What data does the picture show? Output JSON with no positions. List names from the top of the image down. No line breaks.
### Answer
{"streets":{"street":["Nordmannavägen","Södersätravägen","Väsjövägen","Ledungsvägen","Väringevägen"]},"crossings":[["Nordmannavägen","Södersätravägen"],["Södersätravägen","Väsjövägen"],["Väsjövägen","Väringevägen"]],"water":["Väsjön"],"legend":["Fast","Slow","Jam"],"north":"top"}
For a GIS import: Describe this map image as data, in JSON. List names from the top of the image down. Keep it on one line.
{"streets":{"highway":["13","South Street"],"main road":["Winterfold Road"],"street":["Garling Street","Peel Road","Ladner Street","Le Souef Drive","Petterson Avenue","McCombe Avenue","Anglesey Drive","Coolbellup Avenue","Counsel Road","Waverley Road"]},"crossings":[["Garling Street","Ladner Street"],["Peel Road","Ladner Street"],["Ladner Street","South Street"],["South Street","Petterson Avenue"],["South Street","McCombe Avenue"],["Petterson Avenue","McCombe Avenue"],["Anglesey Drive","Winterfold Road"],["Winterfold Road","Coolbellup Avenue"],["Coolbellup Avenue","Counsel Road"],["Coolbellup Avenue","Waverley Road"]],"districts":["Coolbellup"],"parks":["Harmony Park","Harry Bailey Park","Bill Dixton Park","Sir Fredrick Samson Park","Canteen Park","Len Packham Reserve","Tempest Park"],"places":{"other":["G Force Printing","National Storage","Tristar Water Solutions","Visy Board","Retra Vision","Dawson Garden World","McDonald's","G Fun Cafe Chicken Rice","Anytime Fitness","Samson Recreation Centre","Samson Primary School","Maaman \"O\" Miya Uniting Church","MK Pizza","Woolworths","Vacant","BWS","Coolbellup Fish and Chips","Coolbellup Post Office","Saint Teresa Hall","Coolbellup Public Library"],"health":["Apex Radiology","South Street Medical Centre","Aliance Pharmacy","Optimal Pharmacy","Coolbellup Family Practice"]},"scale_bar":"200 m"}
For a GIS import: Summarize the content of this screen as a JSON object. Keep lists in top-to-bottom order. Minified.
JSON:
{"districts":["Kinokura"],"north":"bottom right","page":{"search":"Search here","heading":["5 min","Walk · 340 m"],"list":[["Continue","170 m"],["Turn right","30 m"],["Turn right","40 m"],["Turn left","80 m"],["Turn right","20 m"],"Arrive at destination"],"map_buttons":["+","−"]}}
===
_DIRECTIONS FOR THIS TASK:_ The task calls for each record to be returned verbatim.

_SOLUTION FOR THIS TASK:_
What data does the picture show? Output JSON with no positions. List names from the top of the image down. No line breaks.
### Answer
{"streets":{"street":["Nordmannavägen","Södersätravägen","Väsjövägen","Ledungsvägen","Väringevägen"]},"crossings":[["Nordmannavägen","Södersätravägen"],["Södersätravägen","Väsjövägen"],["Väsjövägen","Väringevägen"]],"water":["Väsjön"],"legend":["Fast","Slow","Jam"],"north":"top"}
For a GIS import: Describe this map image as data, in JSON. List names from the top of the image down. Keep it on one line.
{"streets":{"highway":["13","South Street"],"main road":["Winterfold Road"],"street":["Garling Street","Peel Road","Ladner Street","Le Souef Drive","Petterson Avenue","McCombe Avenue","Anglesey Drive","Coolbellup Avenue","Counsel Road","Waverley Road"]},"crossings":[["Garling Street","Ladner Street"],["Peel Road","Ladner Street"],["Ladner Street","South Street"],["South Street","Petterson Avenue"],["South Street","McCombe Avenue"],["Petterson Avenue","McCombe Avenue"],["Anglesey Drive","Winterfold Road"],["Winterfold Road","Coolbellup Avenue"],["Coolbellup Avenue","Counsel Road"],["Coolbellup Avenue","Waverley Road"]],"districts":["Coolbellup"],"parks":["Harmony Park","Harry Bailey Park","Bill Dixton Park","Sir Fredrick Samson Park","Canteen Park","Len Packham Reserve","Tempest Park"],"places":{"other":["G Force Printing","National Storage","Tristar Water Solutions","Visy Board","Retra Vision","Dawson Garden World","McDonald's","G Fun Cafe Chicken Rice","Anytime Fitness","Samson Recreation Centre","Samson Primary School","Maaman \"O\" Miya Uniting Church","MK Pizza","Woolworths","Vacant","BWS","Coolbellup Fish and Chips","Coolbellup Post Office","Saint Teresa Hall","Coolbellup Public Library"],"health":["Apex Radiology","South Street Medical Centre","Aliance Pharmacy","Optimal Pharmacy","Coolbellup Family Practice"]},"scale_bar":"200 m"}
For a GIS import: Summarize the content of this screen as a JSON object. Keep lists in top-to-bottom order. Minified.
JSON:
{"districts":["Kinokura"],"north":"bottom right","page":{"search":"Search here","heading":["5 min","Walk · 340 m"],"list":[["Continue","170 m"],["Turn right","30 m"],["Turn right","40 m"],["Turn left","80 m"],["Turn right","20 m"],"Arrive at destination"],"map_buttons":["+","−"]}}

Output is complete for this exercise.